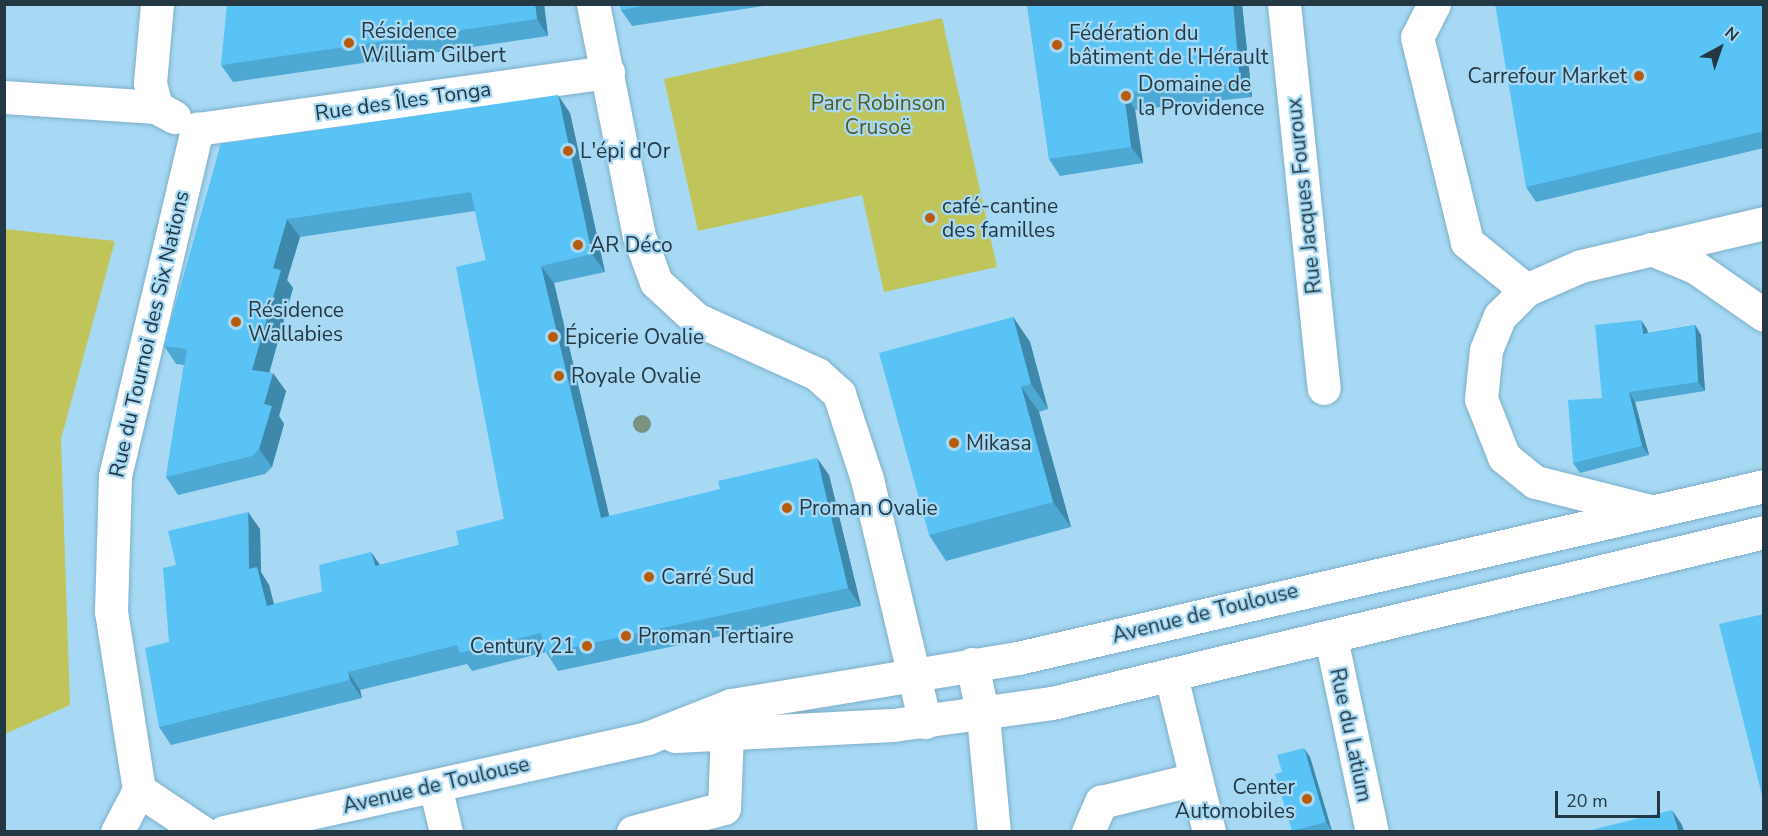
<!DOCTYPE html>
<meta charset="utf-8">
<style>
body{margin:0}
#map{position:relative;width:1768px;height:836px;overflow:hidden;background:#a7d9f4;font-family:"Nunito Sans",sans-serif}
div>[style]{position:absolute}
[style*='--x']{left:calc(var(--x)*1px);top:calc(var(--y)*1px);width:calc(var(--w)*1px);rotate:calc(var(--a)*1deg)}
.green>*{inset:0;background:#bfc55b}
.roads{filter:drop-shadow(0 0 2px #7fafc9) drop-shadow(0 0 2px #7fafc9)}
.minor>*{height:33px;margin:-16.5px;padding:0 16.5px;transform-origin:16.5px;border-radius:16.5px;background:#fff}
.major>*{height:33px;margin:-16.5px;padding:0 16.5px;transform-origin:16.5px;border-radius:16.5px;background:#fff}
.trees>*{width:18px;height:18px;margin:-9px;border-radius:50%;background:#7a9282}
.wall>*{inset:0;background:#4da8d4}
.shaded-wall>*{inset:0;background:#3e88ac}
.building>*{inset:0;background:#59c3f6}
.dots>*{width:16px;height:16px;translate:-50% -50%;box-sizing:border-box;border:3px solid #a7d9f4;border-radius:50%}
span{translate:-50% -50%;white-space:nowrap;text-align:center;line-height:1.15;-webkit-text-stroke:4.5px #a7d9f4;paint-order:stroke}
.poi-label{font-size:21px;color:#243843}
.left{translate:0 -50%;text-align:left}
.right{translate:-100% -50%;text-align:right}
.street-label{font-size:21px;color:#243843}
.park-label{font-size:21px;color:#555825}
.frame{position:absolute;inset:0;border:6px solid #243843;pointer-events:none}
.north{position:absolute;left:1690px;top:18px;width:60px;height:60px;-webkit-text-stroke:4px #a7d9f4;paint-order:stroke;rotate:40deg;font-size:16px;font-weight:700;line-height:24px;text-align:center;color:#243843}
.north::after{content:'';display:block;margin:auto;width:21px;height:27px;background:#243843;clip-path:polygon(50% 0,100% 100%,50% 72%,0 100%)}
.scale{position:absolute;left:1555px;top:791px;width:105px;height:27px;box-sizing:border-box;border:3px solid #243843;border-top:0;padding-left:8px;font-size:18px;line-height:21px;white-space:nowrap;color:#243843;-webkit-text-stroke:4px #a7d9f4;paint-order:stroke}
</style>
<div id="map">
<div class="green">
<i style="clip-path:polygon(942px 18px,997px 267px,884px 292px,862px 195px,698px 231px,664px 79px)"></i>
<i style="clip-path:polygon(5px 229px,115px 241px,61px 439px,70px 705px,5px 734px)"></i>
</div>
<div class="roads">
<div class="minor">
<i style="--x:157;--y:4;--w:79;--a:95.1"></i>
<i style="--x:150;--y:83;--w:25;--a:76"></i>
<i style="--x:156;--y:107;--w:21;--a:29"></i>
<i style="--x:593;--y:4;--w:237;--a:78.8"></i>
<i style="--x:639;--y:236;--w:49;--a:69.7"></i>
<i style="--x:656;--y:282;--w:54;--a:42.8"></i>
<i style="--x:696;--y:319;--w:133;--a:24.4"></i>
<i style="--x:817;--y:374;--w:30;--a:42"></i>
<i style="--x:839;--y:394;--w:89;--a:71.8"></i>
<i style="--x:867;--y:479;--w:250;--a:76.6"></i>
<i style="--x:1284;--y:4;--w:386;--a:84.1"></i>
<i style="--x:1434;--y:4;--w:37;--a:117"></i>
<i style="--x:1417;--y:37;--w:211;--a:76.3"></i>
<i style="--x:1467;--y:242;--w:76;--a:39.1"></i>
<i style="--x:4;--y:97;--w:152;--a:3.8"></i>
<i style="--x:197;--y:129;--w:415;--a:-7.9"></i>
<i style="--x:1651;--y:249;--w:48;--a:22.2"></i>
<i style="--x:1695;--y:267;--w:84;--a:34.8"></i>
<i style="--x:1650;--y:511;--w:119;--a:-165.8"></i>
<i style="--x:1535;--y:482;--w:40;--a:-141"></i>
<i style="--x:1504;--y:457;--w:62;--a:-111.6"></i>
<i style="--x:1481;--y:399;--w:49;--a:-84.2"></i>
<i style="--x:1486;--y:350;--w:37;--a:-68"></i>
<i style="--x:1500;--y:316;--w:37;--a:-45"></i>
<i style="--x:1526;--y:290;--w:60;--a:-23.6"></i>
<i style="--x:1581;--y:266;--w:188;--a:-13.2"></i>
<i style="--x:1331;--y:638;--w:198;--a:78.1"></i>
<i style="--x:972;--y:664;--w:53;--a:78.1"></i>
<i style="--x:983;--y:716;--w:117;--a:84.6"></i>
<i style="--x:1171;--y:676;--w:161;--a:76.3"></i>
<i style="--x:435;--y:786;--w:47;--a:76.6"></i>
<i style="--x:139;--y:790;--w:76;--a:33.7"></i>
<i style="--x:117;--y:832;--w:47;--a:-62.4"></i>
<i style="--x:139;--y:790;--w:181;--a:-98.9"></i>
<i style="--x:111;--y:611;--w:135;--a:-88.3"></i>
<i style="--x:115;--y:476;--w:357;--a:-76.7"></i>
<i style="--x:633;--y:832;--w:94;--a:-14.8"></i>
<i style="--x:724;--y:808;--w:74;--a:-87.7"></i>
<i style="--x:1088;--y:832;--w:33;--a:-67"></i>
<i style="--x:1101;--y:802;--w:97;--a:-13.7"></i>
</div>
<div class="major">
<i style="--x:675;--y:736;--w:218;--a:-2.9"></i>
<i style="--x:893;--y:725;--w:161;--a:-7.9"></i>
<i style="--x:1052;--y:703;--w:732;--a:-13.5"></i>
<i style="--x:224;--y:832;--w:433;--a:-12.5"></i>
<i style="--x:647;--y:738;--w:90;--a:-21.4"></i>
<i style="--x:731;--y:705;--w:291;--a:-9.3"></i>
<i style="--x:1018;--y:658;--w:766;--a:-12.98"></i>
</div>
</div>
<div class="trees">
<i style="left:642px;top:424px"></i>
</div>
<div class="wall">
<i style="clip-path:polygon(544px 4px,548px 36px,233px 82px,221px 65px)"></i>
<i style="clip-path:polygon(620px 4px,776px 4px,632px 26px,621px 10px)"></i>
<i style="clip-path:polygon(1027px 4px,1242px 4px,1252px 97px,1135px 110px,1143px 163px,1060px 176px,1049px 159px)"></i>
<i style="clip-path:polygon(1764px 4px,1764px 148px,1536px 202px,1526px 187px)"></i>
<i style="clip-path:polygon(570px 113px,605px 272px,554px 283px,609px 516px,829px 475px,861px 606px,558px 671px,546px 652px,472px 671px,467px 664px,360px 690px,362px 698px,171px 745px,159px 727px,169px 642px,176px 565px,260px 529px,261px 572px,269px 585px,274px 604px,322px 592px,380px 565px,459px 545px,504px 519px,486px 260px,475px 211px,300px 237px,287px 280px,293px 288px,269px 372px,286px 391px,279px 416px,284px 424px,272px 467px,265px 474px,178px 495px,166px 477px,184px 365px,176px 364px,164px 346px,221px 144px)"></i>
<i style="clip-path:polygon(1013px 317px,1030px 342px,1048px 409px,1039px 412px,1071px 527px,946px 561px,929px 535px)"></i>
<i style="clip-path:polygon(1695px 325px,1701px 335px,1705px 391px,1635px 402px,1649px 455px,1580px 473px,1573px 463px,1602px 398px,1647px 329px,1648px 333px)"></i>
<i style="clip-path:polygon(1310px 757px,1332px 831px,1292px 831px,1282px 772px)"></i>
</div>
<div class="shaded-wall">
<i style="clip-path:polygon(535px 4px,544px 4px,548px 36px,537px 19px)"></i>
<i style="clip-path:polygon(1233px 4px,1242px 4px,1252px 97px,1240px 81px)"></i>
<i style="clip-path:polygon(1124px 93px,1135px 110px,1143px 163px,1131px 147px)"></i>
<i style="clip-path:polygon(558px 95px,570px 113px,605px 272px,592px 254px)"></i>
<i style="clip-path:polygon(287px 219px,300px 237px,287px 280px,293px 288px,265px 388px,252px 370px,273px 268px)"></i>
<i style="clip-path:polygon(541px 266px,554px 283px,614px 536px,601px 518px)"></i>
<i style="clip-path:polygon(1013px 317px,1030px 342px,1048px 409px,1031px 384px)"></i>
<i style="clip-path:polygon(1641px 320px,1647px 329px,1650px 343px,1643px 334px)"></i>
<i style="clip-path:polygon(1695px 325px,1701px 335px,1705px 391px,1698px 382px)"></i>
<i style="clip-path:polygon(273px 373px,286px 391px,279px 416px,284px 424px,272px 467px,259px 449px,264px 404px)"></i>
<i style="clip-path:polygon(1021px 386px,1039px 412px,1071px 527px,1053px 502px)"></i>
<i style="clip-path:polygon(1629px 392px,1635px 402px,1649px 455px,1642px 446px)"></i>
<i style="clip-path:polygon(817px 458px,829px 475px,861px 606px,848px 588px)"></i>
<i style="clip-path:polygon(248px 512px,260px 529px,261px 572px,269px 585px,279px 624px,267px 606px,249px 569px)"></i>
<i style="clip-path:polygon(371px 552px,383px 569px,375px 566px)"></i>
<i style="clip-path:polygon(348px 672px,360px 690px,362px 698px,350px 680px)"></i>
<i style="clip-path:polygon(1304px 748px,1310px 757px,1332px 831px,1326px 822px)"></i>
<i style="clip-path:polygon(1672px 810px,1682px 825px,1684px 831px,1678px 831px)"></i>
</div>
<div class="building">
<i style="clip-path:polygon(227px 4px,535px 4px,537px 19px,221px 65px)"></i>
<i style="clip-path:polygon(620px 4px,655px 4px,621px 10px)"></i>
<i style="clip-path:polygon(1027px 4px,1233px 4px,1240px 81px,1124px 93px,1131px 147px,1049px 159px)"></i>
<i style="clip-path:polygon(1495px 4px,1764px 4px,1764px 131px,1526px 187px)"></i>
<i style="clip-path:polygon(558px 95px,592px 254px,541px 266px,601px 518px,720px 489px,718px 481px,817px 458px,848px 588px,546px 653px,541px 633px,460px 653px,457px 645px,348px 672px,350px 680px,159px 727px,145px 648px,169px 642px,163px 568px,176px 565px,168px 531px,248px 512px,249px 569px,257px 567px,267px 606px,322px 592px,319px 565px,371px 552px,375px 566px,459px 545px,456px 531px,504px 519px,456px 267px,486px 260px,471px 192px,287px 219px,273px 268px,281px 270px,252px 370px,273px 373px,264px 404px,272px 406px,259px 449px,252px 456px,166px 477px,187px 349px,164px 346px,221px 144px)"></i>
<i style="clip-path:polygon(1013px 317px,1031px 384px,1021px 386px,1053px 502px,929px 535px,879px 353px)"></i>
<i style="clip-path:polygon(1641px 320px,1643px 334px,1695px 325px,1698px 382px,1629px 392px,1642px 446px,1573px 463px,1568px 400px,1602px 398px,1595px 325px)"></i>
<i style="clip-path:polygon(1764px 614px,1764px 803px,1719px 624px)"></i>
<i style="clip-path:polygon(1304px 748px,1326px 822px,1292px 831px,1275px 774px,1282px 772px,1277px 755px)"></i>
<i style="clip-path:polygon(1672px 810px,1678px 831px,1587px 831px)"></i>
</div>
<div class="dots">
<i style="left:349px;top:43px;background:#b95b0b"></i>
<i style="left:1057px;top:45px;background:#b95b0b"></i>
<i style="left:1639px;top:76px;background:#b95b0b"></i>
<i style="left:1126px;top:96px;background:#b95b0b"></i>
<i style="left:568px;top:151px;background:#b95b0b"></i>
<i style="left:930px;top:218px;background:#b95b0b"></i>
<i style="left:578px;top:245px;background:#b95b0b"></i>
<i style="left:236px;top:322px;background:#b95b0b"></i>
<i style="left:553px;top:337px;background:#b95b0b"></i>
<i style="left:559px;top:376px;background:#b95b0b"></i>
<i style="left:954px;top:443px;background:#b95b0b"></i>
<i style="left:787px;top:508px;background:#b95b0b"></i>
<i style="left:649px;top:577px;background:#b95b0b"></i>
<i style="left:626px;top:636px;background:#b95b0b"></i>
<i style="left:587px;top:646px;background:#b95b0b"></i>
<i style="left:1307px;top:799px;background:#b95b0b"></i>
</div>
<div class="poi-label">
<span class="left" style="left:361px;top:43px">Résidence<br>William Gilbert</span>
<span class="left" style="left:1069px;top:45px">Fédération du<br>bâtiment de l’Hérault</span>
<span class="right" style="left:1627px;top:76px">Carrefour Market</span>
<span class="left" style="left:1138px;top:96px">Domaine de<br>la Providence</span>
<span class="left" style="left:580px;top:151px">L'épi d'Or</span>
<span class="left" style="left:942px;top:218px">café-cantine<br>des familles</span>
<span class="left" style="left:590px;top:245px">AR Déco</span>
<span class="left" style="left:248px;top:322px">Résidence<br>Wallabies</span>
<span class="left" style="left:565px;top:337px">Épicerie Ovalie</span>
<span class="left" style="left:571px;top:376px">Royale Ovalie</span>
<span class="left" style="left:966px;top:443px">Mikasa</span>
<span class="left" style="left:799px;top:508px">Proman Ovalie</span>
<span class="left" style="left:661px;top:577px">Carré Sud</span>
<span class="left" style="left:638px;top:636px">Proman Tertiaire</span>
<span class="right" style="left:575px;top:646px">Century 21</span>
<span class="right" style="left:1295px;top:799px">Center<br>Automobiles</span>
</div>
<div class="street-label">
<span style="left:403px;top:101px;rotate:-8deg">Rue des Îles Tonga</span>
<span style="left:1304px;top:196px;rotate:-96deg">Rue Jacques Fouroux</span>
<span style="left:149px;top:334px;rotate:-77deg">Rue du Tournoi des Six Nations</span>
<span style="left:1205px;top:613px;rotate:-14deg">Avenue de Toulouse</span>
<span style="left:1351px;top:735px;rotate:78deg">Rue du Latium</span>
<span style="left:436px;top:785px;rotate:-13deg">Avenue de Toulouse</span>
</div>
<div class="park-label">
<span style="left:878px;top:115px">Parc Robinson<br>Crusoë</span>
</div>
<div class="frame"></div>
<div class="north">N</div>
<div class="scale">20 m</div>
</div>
---
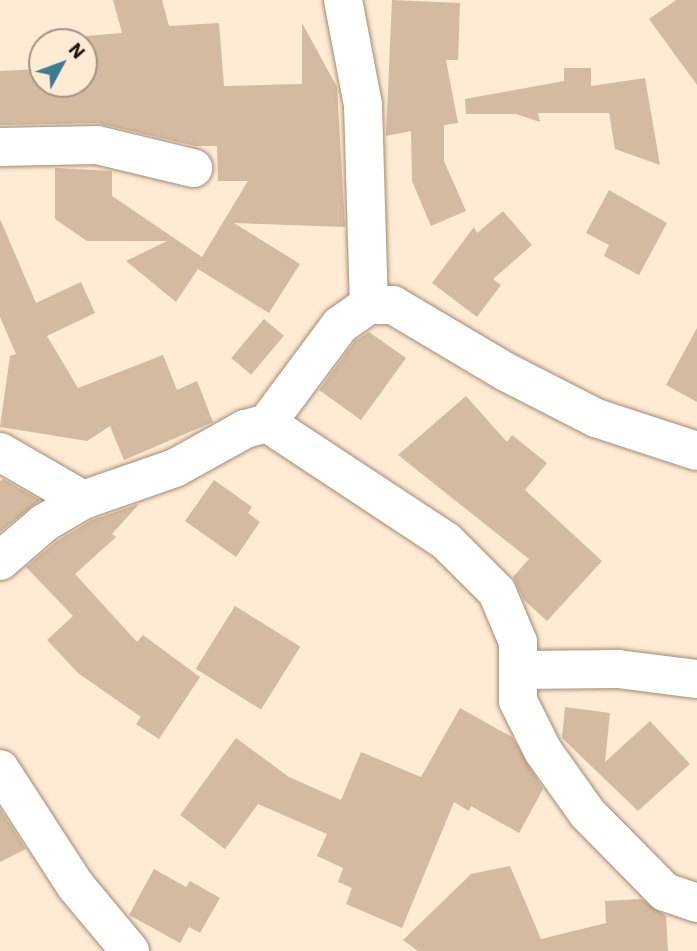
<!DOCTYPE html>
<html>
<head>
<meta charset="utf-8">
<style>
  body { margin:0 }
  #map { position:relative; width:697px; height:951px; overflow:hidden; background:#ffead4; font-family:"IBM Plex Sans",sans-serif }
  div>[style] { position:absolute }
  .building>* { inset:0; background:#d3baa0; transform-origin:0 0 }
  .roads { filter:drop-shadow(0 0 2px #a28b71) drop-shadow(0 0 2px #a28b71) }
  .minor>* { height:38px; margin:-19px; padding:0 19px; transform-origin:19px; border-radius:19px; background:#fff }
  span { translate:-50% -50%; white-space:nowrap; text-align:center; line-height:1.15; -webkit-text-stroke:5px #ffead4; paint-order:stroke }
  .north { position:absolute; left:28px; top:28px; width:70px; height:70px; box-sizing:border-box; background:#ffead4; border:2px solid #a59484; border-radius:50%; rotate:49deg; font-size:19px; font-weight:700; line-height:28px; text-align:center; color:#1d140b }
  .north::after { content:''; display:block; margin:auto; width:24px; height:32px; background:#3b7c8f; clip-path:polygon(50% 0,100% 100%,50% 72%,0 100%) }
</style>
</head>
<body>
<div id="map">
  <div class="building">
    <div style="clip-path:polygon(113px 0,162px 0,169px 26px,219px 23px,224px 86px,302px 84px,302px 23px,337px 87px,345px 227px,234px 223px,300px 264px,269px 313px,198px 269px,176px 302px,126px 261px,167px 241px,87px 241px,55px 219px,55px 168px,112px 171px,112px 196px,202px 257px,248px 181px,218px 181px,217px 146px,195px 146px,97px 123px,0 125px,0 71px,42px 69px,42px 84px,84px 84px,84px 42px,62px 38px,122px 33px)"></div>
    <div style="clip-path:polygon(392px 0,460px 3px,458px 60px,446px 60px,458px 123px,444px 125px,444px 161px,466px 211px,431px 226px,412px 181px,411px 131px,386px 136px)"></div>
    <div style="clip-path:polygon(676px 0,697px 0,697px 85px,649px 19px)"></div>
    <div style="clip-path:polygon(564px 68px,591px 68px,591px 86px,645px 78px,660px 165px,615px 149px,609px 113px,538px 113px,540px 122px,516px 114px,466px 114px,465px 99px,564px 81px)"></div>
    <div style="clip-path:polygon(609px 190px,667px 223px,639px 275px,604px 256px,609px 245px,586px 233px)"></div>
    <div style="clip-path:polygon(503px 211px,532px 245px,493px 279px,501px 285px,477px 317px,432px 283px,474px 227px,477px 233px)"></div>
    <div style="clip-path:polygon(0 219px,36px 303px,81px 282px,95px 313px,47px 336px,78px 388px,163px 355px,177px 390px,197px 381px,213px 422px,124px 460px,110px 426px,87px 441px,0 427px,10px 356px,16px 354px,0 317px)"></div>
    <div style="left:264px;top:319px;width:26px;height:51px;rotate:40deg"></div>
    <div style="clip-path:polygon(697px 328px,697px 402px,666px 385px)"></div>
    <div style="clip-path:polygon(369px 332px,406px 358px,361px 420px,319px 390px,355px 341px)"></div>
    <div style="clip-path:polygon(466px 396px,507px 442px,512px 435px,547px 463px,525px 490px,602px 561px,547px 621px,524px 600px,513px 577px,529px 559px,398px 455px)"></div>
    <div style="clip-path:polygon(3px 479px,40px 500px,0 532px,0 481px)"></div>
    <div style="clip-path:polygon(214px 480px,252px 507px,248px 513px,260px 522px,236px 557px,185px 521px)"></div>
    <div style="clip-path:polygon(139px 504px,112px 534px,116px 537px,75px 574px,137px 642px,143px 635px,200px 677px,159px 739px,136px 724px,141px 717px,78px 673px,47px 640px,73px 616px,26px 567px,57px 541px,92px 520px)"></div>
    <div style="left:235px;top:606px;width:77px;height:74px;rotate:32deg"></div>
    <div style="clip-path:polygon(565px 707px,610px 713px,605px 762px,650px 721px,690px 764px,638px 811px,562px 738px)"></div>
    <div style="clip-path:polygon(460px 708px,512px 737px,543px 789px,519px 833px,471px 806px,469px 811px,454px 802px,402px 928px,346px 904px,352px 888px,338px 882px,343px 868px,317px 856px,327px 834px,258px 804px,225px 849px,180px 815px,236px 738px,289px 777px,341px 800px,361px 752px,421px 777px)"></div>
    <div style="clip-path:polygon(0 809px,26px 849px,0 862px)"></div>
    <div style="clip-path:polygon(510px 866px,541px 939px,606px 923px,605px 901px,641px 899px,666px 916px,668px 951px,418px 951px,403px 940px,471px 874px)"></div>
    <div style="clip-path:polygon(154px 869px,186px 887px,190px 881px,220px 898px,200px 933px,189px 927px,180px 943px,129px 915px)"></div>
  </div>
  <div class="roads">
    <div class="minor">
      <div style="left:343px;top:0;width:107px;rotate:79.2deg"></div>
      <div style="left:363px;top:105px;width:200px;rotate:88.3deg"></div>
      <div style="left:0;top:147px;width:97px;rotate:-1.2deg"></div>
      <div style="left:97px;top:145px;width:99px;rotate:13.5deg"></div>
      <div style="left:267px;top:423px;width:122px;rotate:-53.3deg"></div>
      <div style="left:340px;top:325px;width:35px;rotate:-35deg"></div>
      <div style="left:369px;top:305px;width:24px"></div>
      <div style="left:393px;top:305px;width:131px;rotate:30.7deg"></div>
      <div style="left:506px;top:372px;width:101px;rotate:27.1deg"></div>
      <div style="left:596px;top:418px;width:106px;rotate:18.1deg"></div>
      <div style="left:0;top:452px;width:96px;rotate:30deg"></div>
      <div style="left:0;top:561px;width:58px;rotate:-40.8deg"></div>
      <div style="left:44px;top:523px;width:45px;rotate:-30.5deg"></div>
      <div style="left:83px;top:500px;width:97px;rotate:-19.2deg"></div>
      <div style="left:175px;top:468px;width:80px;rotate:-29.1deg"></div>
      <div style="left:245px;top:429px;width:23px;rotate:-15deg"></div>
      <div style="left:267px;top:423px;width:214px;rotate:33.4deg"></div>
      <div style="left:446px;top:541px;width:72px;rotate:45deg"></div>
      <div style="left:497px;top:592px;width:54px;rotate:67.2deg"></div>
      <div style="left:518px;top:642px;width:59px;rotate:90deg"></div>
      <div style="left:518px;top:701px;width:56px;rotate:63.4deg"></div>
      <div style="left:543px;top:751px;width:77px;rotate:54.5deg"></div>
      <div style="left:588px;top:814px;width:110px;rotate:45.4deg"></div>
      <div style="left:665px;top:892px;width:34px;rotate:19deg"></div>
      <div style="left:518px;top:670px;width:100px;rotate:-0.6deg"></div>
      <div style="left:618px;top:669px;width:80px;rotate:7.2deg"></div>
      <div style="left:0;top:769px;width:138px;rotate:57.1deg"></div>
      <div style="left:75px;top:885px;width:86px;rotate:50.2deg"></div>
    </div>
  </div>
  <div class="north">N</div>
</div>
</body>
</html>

* Task to complete:
Using the records above, write out exactly the lines between the one holding "position:relative; width:697px; height:951px;" and the one holding "2px #a28b71) drop-shadow(0", inclusive; leave everything else out.

* Exercise response:
  #map { position:relative; width:697px; height:951px; overflow:hidden; background:#ffead4; font-family:"IBM Plex Sans",sans-serif }
  div>[style] { position:absolute }
  .building>* { inset:0; background:#d3baa0; transform-origin:0 0 }
  .roads { filter:drop-shadow(0 0 2px #a28b71) drop-shadow(0 0 2px #a28b71) }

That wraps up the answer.